◆ Assignment: Copy out all of the data word for word. Omit every picture.

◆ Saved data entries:
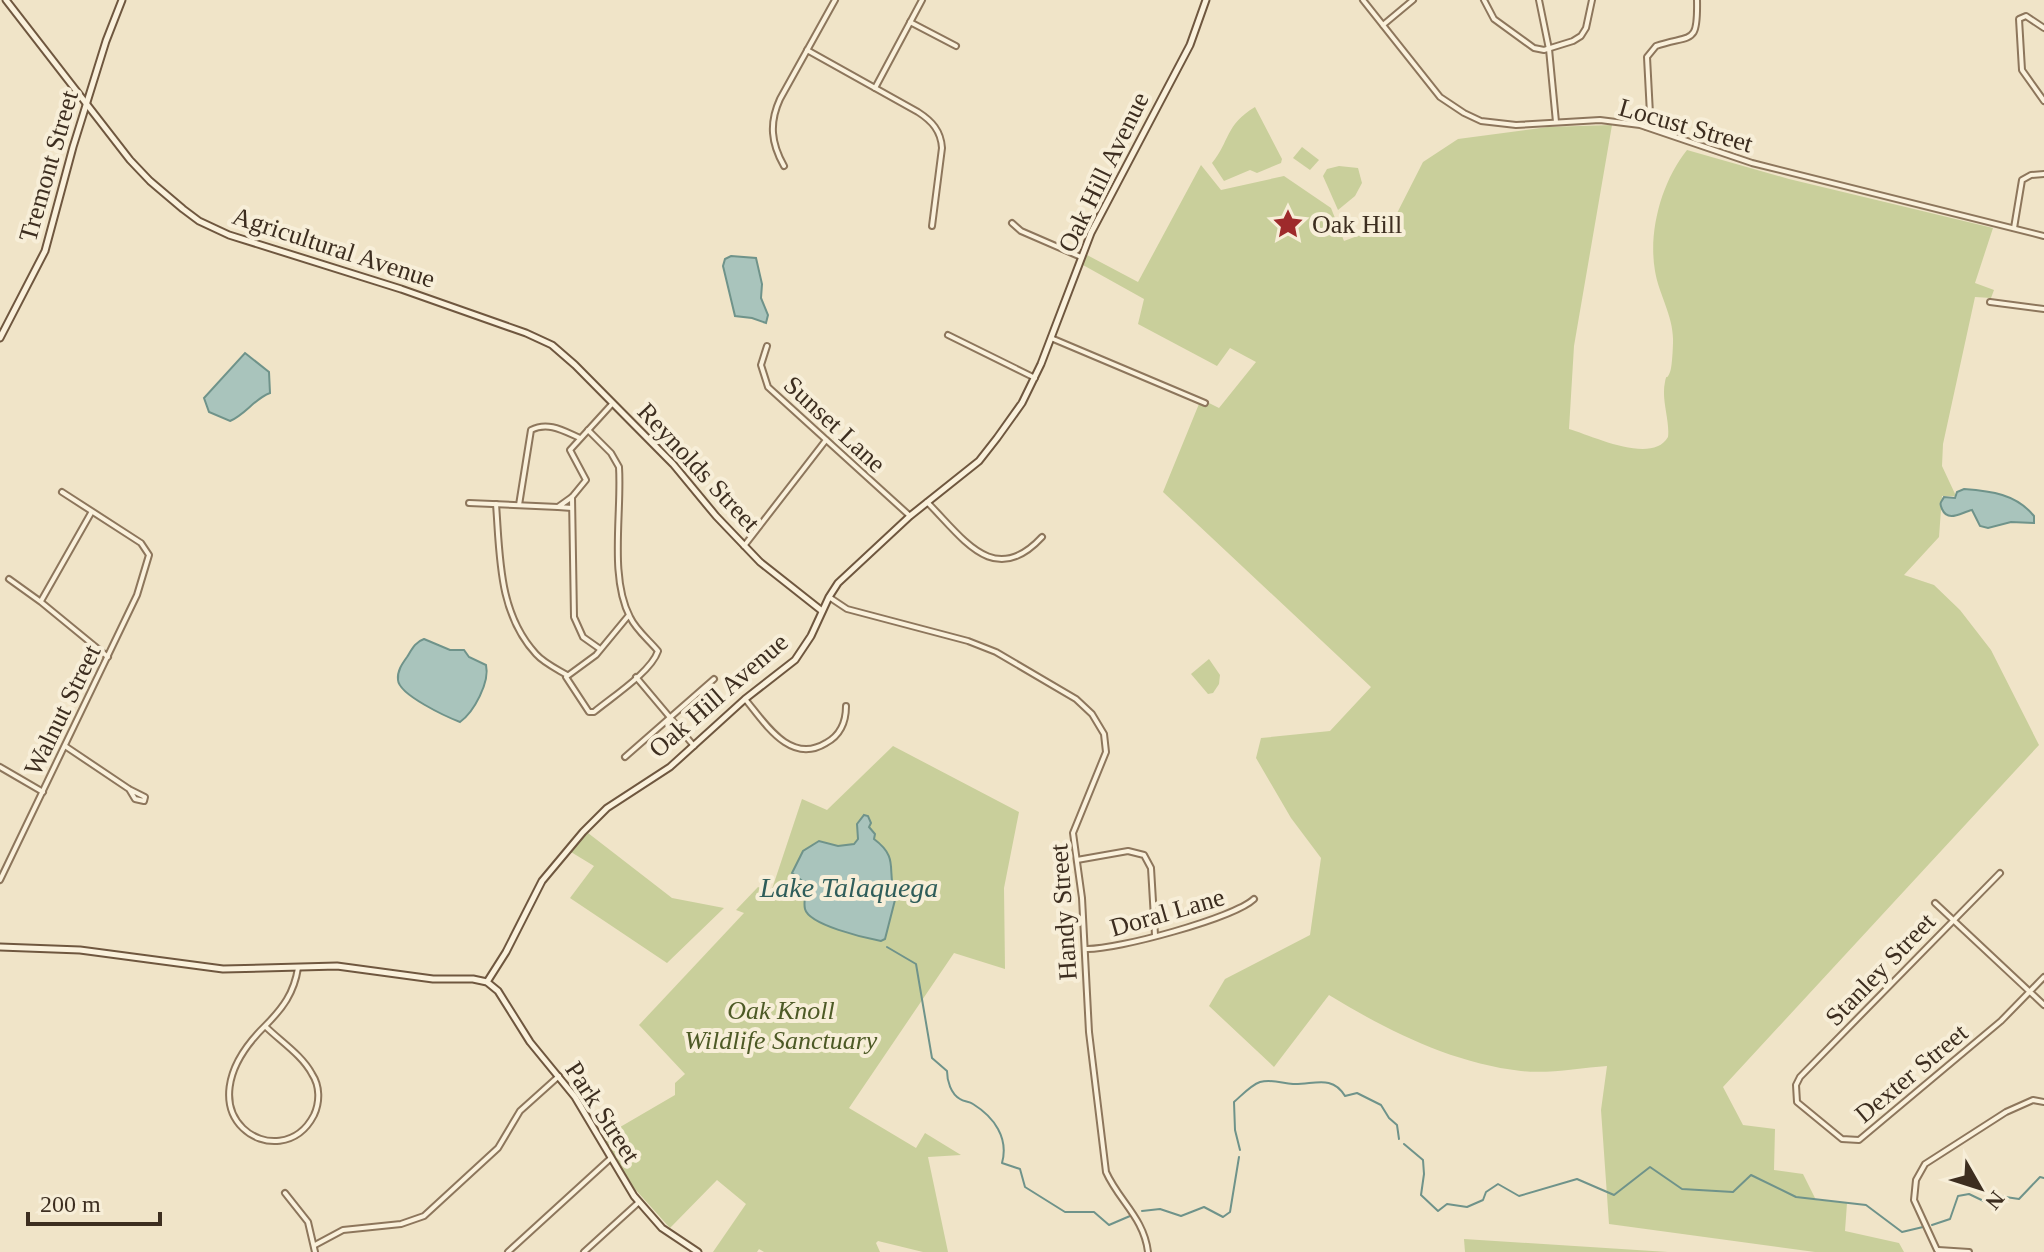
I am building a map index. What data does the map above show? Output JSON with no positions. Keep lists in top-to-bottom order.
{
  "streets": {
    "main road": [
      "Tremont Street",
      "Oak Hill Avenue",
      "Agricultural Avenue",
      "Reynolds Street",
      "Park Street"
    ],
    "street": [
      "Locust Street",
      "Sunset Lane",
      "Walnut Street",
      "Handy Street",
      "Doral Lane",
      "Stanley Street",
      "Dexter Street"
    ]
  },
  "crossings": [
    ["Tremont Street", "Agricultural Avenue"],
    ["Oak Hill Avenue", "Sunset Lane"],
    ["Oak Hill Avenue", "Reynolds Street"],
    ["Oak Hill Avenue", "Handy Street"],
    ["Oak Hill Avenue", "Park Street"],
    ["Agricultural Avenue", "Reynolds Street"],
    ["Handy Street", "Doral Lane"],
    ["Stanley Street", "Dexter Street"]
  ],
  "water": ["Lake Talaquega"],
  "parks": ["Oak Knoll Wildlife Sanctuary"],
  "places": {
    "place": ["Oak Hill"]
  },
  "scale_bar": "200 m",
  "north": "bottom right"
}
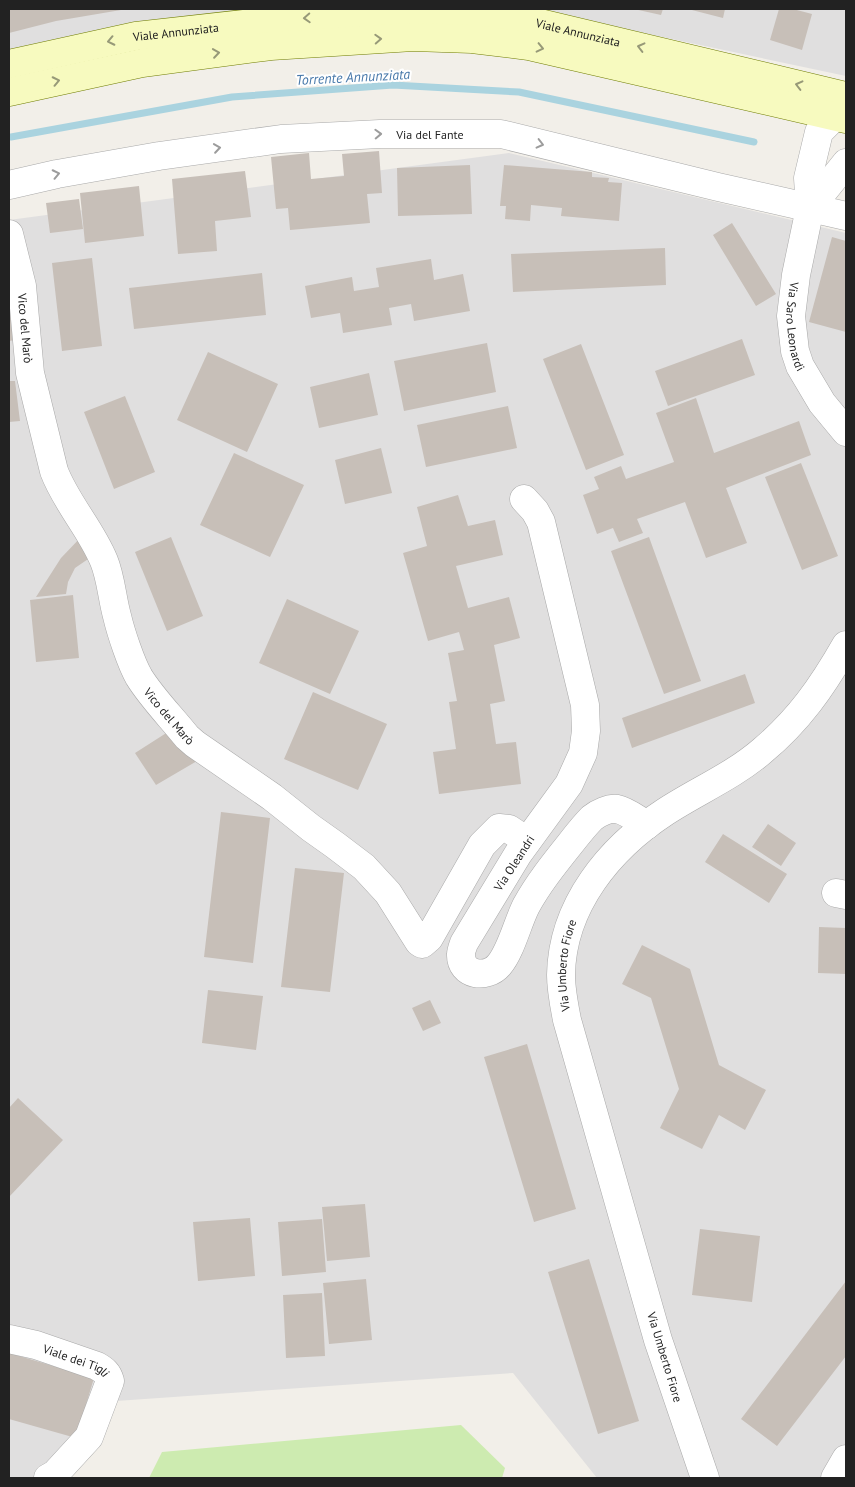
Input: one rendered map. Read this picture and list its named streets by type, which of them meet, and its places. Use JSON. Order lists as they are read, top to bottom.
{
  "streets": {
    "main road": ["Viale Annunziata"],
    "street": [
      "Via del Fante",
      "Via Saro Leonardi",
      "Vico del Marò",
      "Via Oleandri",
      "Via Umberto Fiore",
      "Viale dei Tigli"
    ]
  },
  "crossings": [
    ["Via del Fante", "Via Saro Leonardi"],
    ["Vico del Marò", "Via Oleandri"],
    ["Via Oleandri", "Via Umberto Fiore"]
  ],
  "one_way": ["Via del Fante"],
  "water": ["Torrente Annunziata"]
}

◆ Response area:
I am building a map index. What data does the map above show? Output JSON with no positions. Keep lists in top-to-bottom order.
{
  "streets": {
    "main road": [
      "Tremont Street",
      "Oak Hill Avenue",
      "Agricultural Avenue",
      "Reynolds Street",
      "Park Street"
    ],
    "street": [
      "Locust Street",
      "Sunset Lane",
      "Walnut Street",
      "Handy Street",
      "Doral Lane",
      "Stanley Street",
      "Dexter Street"
    ]
  },
  "crossings": [
    ["Tremont Street", "Agricultural Avenue"],
    ["Oak Hill Avenue", "Sunset Lane"],
    ["Oak Hill Avenue", "Reynolds Street"],
    ["Oak Hill Avenue", "Handy Street"],
    ["Oak Hill Avenue", "Park Street"],
    ["Agricultural Avenue", "Reynolds Street"],
    ["Handy Street", "Doral Lane"],
    ["Stanley Street", "Dexter Street"]
  ],
  "water": ["Lake Talaquega"],
  "parks": ["Oak Knoll Wildlife Sanctuary"],
  "places": {
    "place": ["Oak Hill"]
  },
  "scale_bar": "200 m",
  "north": "bottom right"
}
Input: one rendered map. Read this picture and list its named streets by type, which of them meet, and its places. Use JSON. Order lists as they are read, top to bottom.
{
  "streets": {
    "main road": ["Viale Annunziata"],
    "street": [
      "Via del Fante",
      "Via Saro Leonardi",
      "Vico del Marò",
      "Via Oleandri",
      "Via Umberto Fiore",
      "Viale dei Tigli"
    ]
  },
  "crossings": [
    ["Via del Fante", "Via Saro Leonardi"],
    ["Vico del Marò", "Via Oleandri"],
    ["Via Oleandri", "Via Umberto Fiore"]
  ],
  "one_way": ["Via del Fante"],
  "water": ["Torrente Annunziata"]
}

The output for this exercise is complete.